I attended a performance of “South Pacific” this evening at Lincoln Center. I just want to give a shout out to the people and things who made it so memorable:
1. To the woman in front of me who turned around and told me to shut up and stop talking while the lights were still on at intermission and people were filing back to their seats. I’m not sure if you noticed, lady, but in between acts, I AM ALLOWED TO TALK. I have a BFA in Music Theatre, I think I should know.
2. To the row of gay people behind me who sang every single song. Not while the actors were singing mind you, but just after a song ended while we all clapped or during set changes or during scenes with dialogue. And I’m not talking humming, I’m talking flat out belting. SOME ENCHANTED EVENIIIIIIIIIIING, YOU MAY SEE A STRANGERRRRRRRRR! I did not pay money to hear you sing in my ear. I paid money to hear the people on the stage. See also: my Music Theatre degree.

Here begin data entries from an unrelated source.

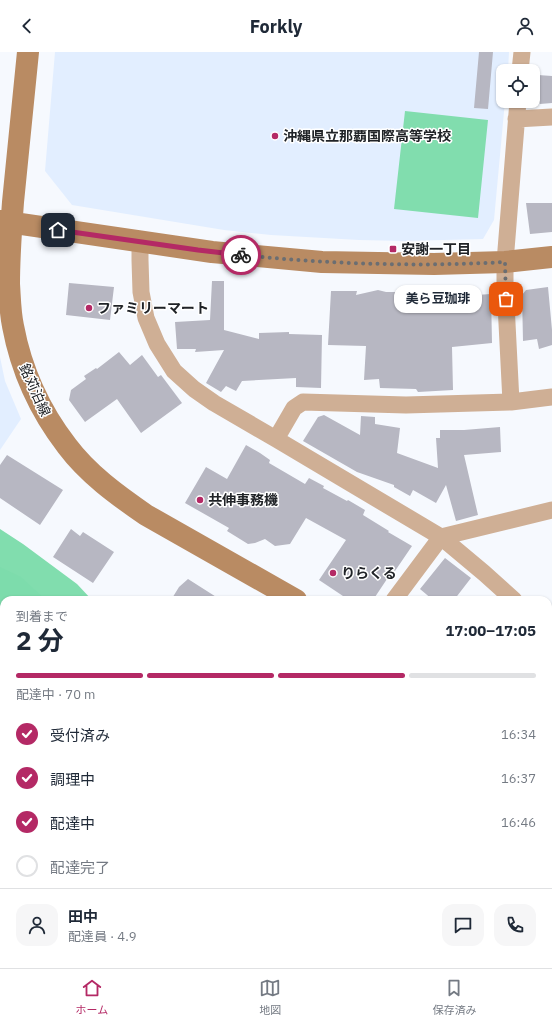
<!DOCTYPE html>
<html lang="ja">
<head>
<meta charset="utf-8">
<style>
	:root { --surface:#fff; --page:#f6f6f7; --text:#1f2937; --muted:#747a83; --line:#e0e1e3; --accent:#b42965 }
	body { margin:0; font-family:"IBM Plex Sans","Noto Sans JP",sans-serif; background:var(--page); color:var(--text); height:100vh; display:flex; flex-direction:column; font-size:15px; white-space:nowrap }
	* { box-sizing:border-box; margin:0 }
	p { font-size:13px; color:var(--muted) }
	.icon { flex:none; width:22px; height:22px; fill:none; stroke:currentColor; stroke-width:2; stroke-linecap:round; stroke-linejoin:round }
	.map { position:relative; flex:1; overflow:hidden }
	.details { position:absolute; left:0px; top:544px; width:552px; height:372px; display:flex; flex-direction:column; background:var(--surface); border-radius:12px 12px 0 0; box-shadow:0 1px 3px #0004 }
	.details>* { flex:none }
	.controls { position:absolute; left:496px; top:12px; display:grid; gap:8px }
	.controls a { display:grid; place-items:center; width:44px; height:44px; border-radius:8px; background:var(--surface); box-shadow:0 1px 3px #0004; font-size:20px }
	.pin { position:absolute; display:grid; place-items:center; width:34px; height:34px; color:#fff; margin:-17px; border-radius:8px; box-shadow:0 2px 6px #0006 }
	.courier { position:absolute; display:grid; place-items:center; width:40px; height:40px; margin:-20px; border:3px solid #b42965; border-radius:50%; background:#fff; color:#222; box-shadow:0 1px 5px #0007 }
	.bubble { position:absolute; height:28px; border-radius:12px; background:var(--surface); box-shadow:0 1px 3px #0004; font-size:13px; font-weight:700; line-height:28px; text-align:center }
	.head em { font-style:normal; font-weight:700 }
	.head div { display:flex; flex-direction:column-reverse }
	.head { display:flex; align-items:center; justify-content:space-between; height:68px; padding:0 16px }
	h1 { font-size:26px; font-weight:700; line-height:30px }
	.bar { display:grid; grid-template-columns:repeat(4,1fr); gap:6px 4px; align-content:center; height:48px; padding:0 16px }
	.bar i { height:5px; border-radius:3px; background:var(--line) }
	.bar .selected { background:var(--accent) }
	.bar p { grid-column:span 4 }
	.line { display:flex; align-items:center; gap:10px; padding:0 16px; border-top:1px solid var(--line) }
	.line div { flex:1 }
	.round { display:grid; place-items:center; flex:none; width:42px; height:42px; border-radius:12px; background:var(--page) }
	ol { padding:0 16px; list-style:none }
	li { display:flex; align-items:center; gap:12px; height:44px }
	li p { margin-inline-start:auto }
	li .icon { padding:4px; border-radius:50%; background:var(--accent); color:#fff; stroke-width:4 }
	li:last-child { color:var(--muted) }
	li i { width:22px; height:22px; border:2px solid var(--line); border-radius:50% }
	header { display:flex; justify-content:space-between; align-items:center; height:52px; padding:0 16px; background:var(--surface); font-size:18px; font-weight:700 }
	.tab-bar { display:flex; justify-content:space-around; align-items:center; height:56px; border-top:1px solid var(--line); background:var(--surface); font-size:11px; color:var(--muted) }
	.tab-bar a { display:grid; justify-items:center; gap:2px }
	.tab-bar .selected { color:var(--accent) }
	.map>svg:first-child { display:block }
</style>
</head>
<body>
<header><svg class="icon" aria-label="back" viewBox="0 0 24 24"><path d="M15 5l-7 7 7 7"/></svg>Forkly<svg class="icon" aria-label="person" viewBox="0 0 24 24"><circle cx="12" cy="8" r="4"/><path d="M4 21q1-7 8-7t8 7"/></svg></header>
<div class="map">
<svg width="552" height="916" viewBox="0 0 552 916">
	<rect width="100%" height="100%" fill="#f6f9fe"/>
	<path fill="#e2eeff" d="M55,0H509L508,19H503V49H505L494,168L483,187L404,189L359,188L271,183L224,178L72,153L45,119Z
		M0,305L5,329L21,367L0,398Z"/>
	<path fill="#81ddae" d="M405,59L488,68L478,166L394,157Z
		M0,477L23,492L77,532L92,548H4V912H548V839L552,846V916H0Z"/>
	<path fill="#7ddcac" d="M0,515L21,525L46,548H4V912H548V883L552,892V916H0Z"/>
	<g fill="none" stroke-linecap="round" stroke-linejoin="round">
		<path stroke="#a8d5f9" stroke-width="5.5" d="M0,619L4,622
			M357,912L373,916"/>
	</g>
	<path fill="#b7b7c2" d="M479,0H493L488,57L474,56Z
		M538,23L552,24V51L540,52L535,45Z
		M526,151H552V180L530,182Z
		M212,229H224V278L259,287V281L289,280V282L322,283L321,336L296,335V326L242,329L236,339L226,334L221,340L206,331L224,298L195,300L196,297H177L175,270L210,268Z
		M69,231L114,235L110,268L66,263Z
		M548,235L552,278V293L539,297L537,287L523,289L522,243L526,238Z
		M378,238L386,240H413V244L442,243V239L461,240V244L491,242L492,291L452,295L453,338L418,340L416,337L380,336L379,327L364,328L366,294L328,293L331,239H357L356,243Z
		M119,300L130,313L142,303L158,325L161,323L182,351L141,381L117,347L85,370L69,348L71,338L86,327L84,324L96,316L97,317Z
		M324,363L360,383L361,364L375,365V372L400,376L397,401L438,416L436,386H440V378H464L500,375L501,400L464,403L478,463L456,469L446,433L436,451L413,438L410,444L394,435V433L357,420L303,389L318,365Z
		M246,393L260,401L270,408L269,411L305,432L309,426L324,434L323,436L347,449L348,448L365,458L363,463L389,479L388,480L412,494L395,519L393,518L373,548H349L319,528L346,488L306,466L290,492L275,494L265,487L255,491L248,492L227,479L229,476L185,451L206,415L227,427Z
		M7,403L63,438L40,473L0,446V413Z
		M71,477L80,484L83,480L114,500L93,531L53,505Z
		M445,506L471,526L454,548H433L420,537Z
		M188,527L221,548H171L179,535Z"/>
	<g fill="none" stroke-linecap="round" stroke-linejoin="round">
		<path stroke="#cfaf95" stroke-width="17" d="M520,19L522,0
			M516,67L552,65
			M140,190V208L141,240L146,266L157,292L174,319L194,337L214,351L276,387L441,485L484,521L514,548
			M511,350L505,232V210L518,49
			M276,387L294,356L303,350L406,353L511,350L552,345
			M394,548L441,485L552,458
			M548,579L552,583"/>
		<path stroke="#b98b63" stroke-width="22" d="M28,0C23,50 18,100 13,150C11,177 9,204 9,232C10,246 10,260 13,274C21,317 40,359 67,394C88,422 117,443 146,463L296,548
			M0,169L212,200L322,210L434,212L505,210L552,205
			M548,792L552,799"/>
	</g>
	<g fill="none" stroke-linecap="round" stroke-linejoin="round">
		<path stroke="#6b6e72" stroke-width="4" stroke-dasharray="0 7.2" d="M241,203C329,212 417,215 505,210L506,247"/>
		<path stroke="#b42965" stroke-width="5" d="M58,178L198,198L241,203"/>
	</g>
	<g fill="#b42965" stroke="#fff" stroke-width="1.5">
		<circle cx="275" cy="84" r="4"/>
		<rect x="389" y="193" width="8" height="8" rx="2"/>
		<circle cx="89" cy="256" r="4"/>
		<circle cx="200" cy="448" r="4"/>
		<circle cx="333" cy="521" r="4"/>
	</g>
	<g text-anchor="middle" stroke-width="3" stroke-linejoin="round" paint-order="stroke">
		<g font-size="14" font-weight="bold" fill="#202327" stroke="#fff" text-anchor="start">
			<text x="283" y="89">沖縄県立那覇国際高等学校</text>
			<text x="401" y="202">安謝一丁目</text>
			<text x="97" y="261">ファミリーマート</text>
			<text x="208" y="453">共伸事務機</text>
			<text x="341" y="526">りらくる</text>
		</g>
		<g font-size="14" fill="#202327" stroke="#fff">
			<text transform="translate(35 338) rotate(66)" y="5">銘苅泊線</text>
		</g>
	</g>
</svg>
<div class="controls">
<a><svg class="icon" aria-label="locate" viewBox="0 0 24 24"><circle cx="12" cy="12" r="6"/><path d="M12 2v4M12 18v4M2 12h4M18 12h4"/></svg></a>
</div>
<div class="pin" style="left:506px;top:247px;background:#ea580c"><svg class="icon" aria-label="bag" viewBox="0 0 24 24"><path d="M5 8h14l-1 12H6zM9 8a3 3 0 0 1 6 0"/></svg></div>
<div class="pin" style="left:58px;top:178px;background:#1f2937"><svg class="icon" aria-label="home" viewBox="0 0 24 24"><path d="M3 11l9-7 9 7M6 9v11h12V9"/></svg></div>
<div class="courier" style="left:241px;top:203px"><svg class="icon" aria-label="bike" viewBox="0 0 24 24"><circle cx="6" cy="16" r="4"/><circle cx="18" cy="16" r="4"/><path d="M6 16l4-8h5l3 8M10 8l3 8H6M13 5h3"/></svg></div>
<div class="bubble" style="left:394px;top:233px;width:88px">美ら豆珈琲</div>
<section class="details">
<div class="head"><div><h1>2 分</h1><p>到着まで</p></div><em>17:00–17:05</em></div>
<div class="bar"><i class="selected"></i><i class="selected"></i><i class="selected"></i><i></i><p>配達中 · 70 m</p></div>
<ol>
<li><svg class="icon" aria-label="check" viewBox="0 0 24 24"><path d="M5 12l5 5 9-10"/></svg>受付済み<p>16:34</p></li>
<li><svg class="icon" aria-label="check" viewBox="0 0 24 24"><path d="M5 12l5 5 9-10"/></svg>調理中<p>16:37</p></li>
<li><svg class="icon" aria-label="check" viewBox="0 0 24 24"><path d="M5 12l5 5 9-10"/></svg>配達中<p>16:46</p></li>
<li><i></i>配達完了</li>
</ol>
<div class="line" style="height:72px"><a class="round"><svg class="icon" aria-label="person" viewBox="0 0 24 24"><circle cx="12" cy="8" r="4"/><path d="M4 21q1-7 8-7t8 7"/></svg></a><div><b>田中</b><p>配達員 · 4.9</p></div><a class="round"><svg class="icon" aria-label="chat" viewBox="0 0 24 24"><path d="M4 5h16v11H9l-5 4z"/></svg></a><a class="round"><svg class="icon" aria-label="phone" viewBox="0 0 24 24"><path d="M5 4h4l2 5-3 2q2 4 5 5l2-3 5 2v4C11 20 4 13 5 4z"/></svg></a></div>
</section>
</div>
<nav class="tab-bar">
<a class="selected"><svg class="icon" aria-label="home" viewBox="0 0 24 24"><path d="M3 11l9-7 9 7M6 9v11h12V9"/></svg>ホーム</a>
<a><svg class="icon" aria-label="map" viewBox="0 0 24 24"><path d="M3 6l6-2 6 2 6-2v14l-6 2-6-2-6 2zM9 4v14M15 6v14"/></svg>地図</a>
<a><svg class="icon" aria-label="saved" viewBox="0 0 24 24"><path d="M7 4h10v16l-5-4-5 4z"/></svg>保存済み</a>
</nav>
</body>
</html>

3. To Rodgers and Hammerstein for perfecting the art of reprising a song 10,000 times during the course of the show. Margot and I could not get over the fact that the show was set up as follows:
a. CHARACTER SINGS SONG
b. AUDIENCE CLAPS
c. CHARACTER SINGS THE WHOLE DAMN SONG AGAIN
d. AUDIENCE CLAPS
e. CHARACTER SINGS LAST 16 BARS OF THE SAME DAMN SONG
f. AUDIENCE IS CLAPPING UNETHUSIASTICALLY AND THINKING “WTF?????”
I get it! I do! You’re in love, you’re in love, you’re in love, you’re in love, you’re in love with a WONDERFUL GUY!!!!!!!!!!!!!!
4. To some of the most brilliant lighting I’ve ever seen on a Broadway stage in my entire life, holler.
5. To Margot who had the genius idea of meeting me after work and waiting in the cancellation line.
6. To the universe for allowing two people to cancel their tickets so Margot and I could enjoy three hours of Rodgers and Hammersteiny goodness.
7. Finally, to the 400 pound man sitting next to me with his girlfriend (who was half his age), who was talking on his cellphone as the lights went down and the orchestra started playing and yelled loudly into the phone that, “THE SEATS HERE ARE MADE FOR LITTLE KIDS, THE USHERS ARE YELLING AT ME TO PUT THE PHONE DOWN, WHAT? WHAT? THE SHOW? OH. THE SHOW IS STARTING RIGHT NOW.”
At intermission, he took his lady friend and never came back. And for that, I thank you, my dear overweight, miserable gentleman because I put my bag on your seat so I could have more leg room and enjoyed the second act without your ridiculous commentary that may or may not have included, “THAT GUY SINGING IS A FAG.”
Thank you for leaving the theater. If you hadn’t, I would now be on my way to jail for killing you.